Meatless Farm made plant-based alternatives to meat and was stocked in major UK supermarkets, but made its 50-strong workforce redundant on Friday.
In 2021 at its peak, it sold over £11m worth of its plant-based mince, burgers and chicken breasts.
The firm's demise comes amid a wider slump in demand for meat alternatives.
Insolvency firm Kroll is now advising the firm on its options, as the company's website says it is "currently unavailable".
Commercial director Tim Offer said on his Linkedin profile: "Sadly, my time at Meatless Farm has come to an end… the business has unfortunately made all the teams redundant."
His comments were echoed by the company's interim finance executive John Loughrey who said he and other colleagues were looking for their "next assignment".
Meatless Farm sold its products in the US, China, and several European countries.
The firm was established in 2016 by Danish entrepreneur Morten Toft Bech in Leeds and reportedlyboasted cyclist Mark Cavendish MBE as an investor.
Though sales in some parts of the vegan food industry – such as plant-based milks, cheese and yoghurt – had continued to do well, demand for plant-based "meats" had slowed, according to Euromonitor industry manager and food researcher Tom Rees.
"This stagnation is coming out of the US and is having a negative effect on the global picture," he said.
The plant-based meat replacement market in the UK was a crowded one, he said, and Meatless Farm was "not a top 10 player".
The company accounted for just 1.2% share of the market in 2022, compared with bigger rival Beyond Meat, which claimed 3.3%, Mr Rees said.
In the UK, shoppers facing a cost-of-living crisis had also been put off by prices, which are typically higher than the products they are trying to replace. Buyers had also become more discerning, he added.
"We've had a real glut of products on the market with supermarkets pushing their own ranges and outstanding brands.
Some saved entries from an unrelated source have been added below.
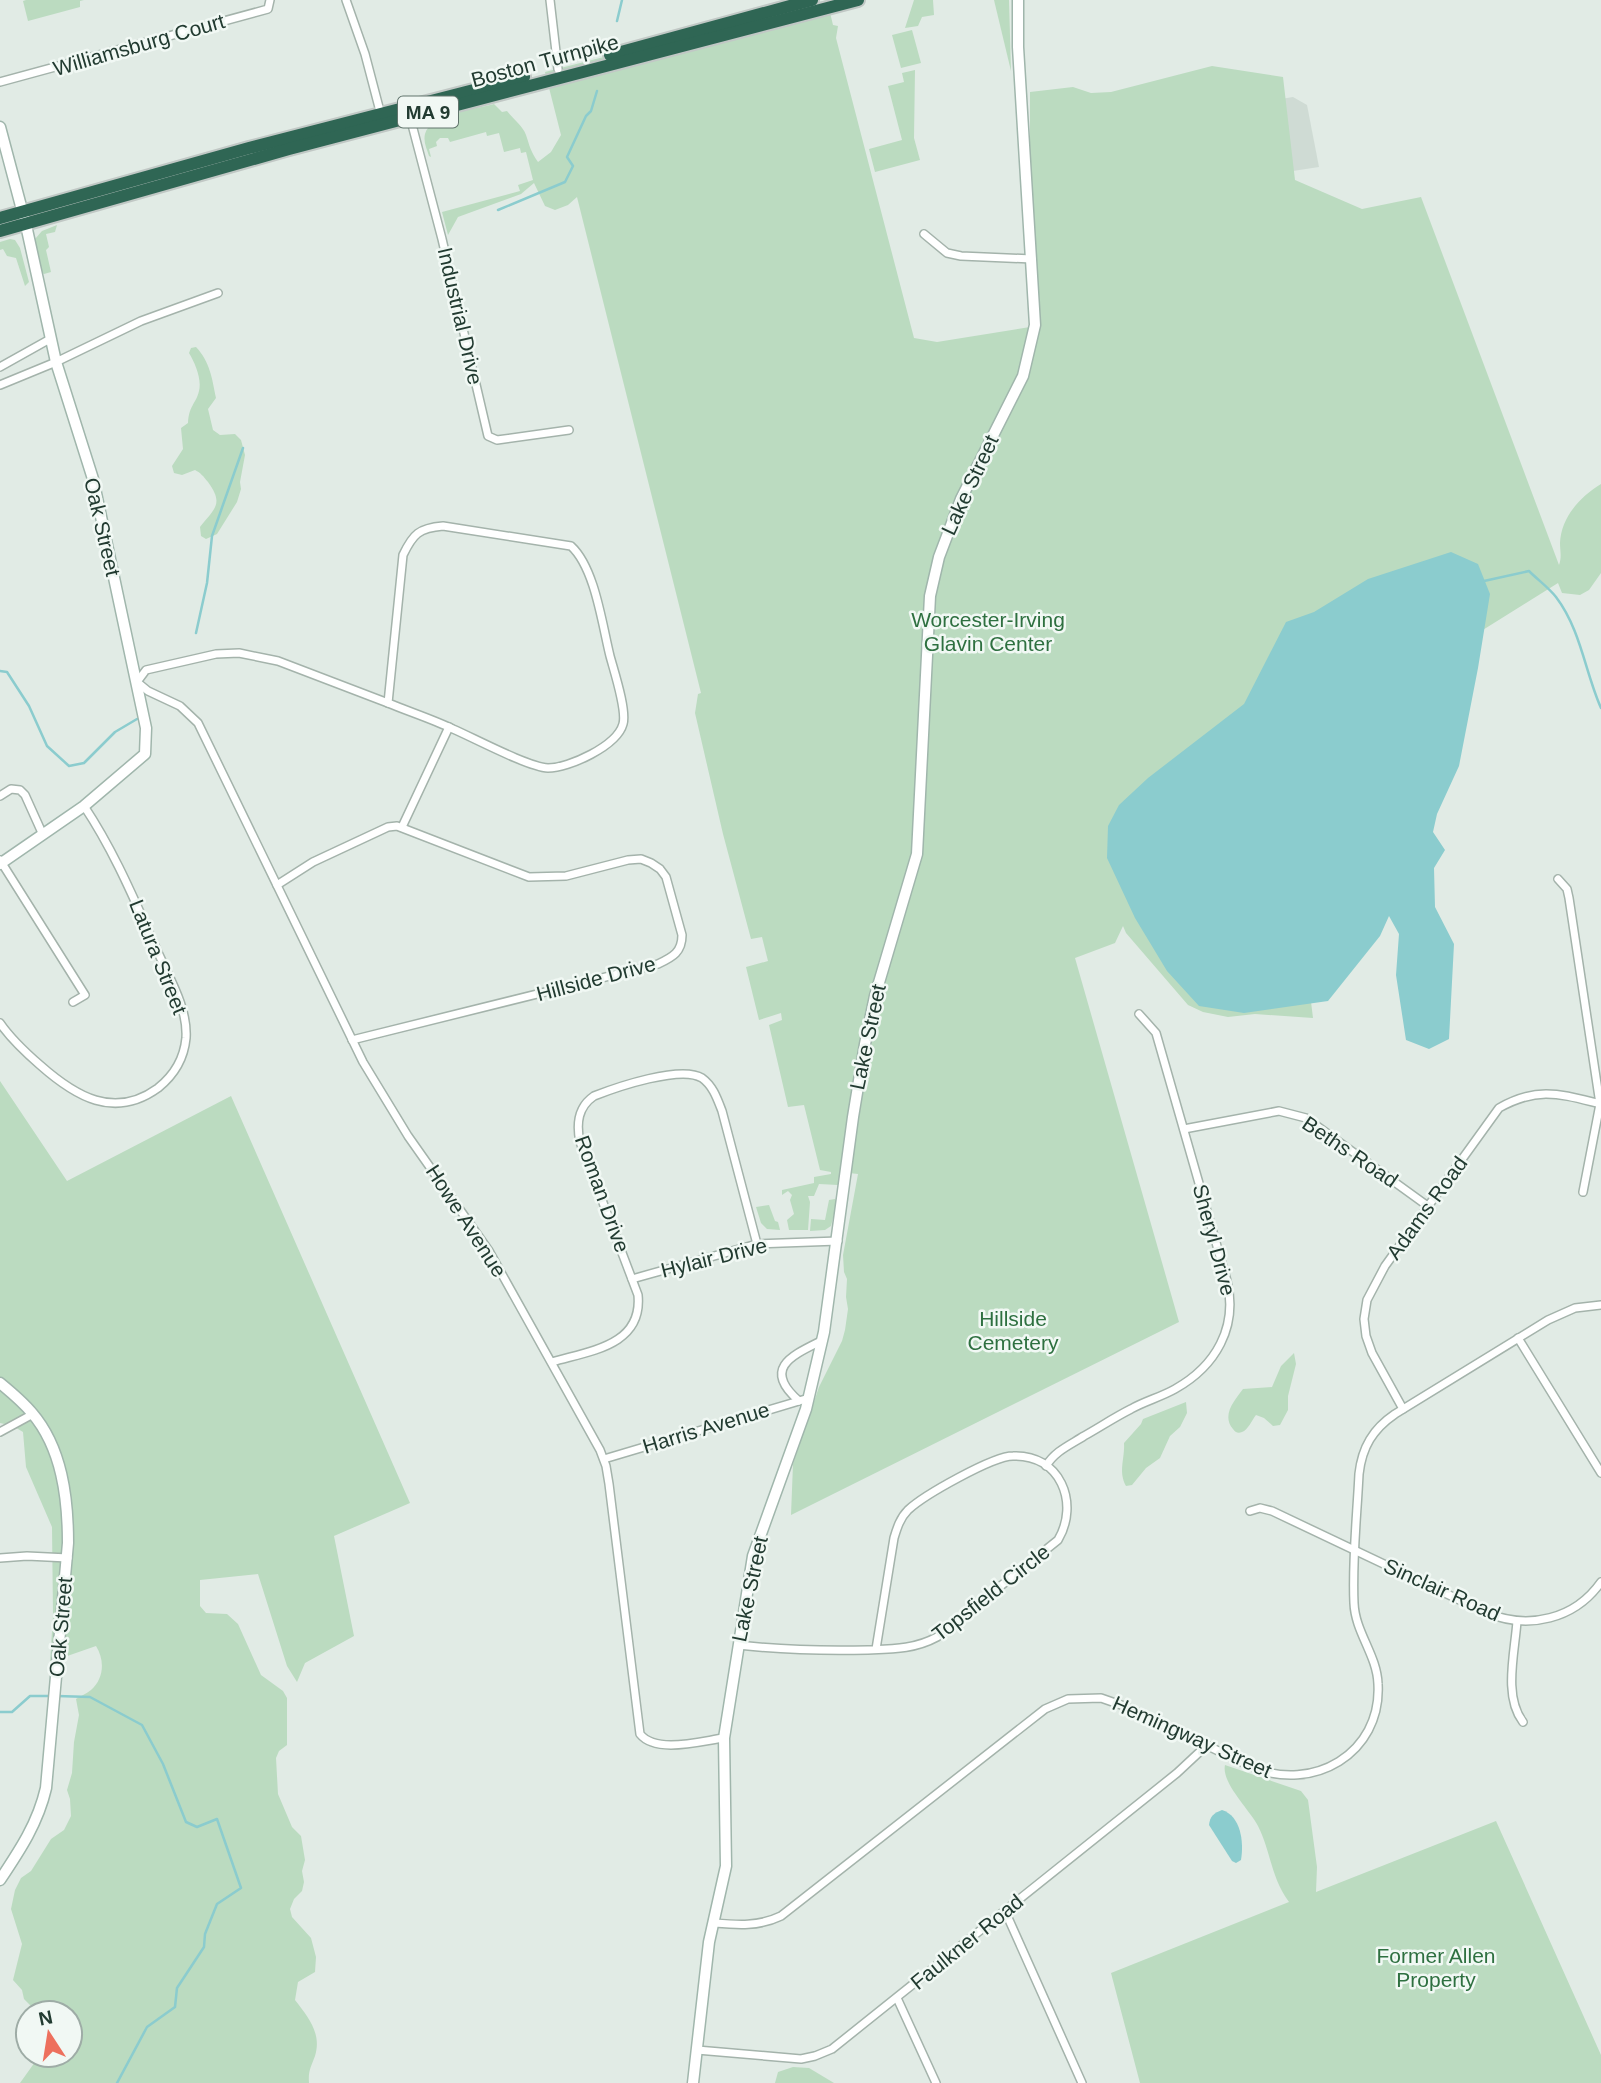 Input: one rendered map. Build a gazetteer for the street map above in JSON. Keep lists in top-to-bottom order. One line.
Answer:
{"streets":{"highway":["Boston Turnpike","MA 9"],"main road":["Lake Street","Oak Street"],"street":["Williamsburg Court","Industrial Drive","Latura Street","Hillside Drive","Beths Road","Roman Drive","Adams Road","Howe Avenue","Sheryl Drive","Hylair Drive","Harris Avenue","Sinclair Road","Topsfield Circle","Hemingway Street","Faulkner Road"]},"crossings":[["Boston Turnpike","Industrial Drive"],["Boston Turnpike","Oak Street"],["Lake Street","Howe Avenue"],["Lake Street","Hylair Drive"],["Lake Street","Harris Avenue"],["Lake Street","Topsfield Circle"],["Lake Street","Hemingway Street"],["Lake Street","Faulkner Road"],["Oak Street","Latura Street"],["Oak Street","Howe Avenue"],["Hillside Drive","Howe Avenue"],["Beths Road","Adams Road"],["Beths Road","Sheryl Drive"],["Roman Drive","Howe Avenue"],["Roman Drive","Hylair Drive"],["Adams Road","Hemingway Street"],["Howe Avenue","Harris Avenue"],["Sheryl Drive","Topsfield Circle"],["Sinclair Road","Hemingway Street"],["Hemingway Street","Faulkner Road"]],"parks":["Worcester-Irving Glavin Center","Hillside Cemetery","Former Allen Property"],"north":"top"} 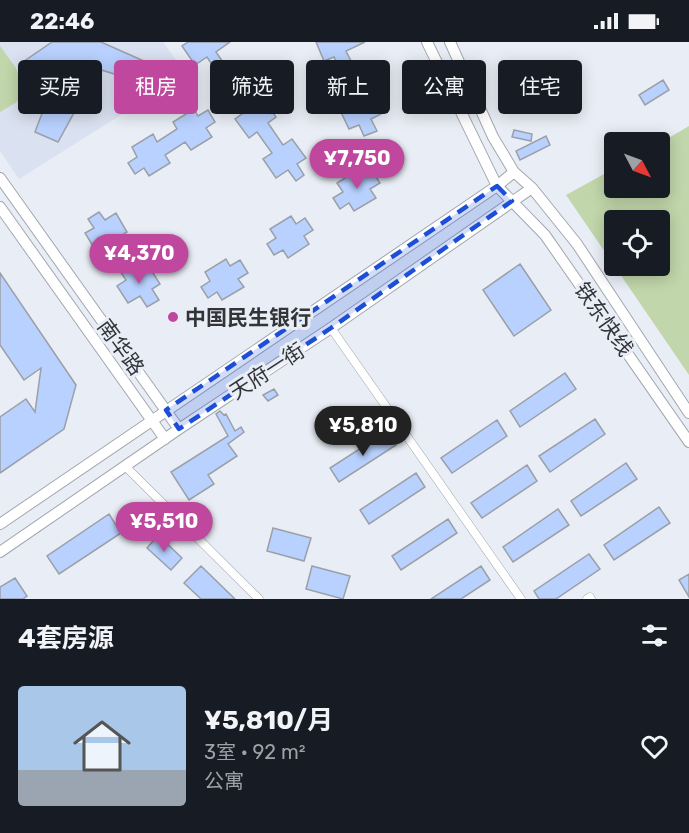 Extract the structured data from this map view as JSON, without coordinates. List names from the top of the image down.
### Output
{
  "streets": {
    "main road": ["铁东快线", "南华路", "天府一街"]
  },
  "crossings": [
    ["铁东快线", "天府一街"],
    ["南华路", "天府一街"]
  ],
  "places": ["中国民生银行"],
  "north": "bottom right",
  "page": {
    "status": "22:46",
    "chip": [
      "买房",
      "租房",
      "筛选",
      "新上",
      "公寓",
      "住宅"
    ],
    "price": [
      "¥7,750",
      "¥4,370",
      "¥5,810",
      "¥5,510"
    ],
    "heading": "4套房源",
    "list": [
      {
        "name": "¥5,810/月",
        "note": "3室 · 92 m² · 公寓"
      }
    ]
  }
}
Now consumers have decided which ones they like," Mr Rees said.
Rival plant-based firms have also been affected by the slowdown, which saw sales of meat-replacement products fall £37.3m, or 7.4%, in the year to September 2022, according to research from NielsenIQ.
Sausage producer Heck, also based in Yorkshire, recently reduced its vegan range citing lack of consumer demand.
In March industry giant Nestle said its Garden Gourmet plant-based vegan brand would no longer be sold in UK shops, less than two years after it first appeared on shelves.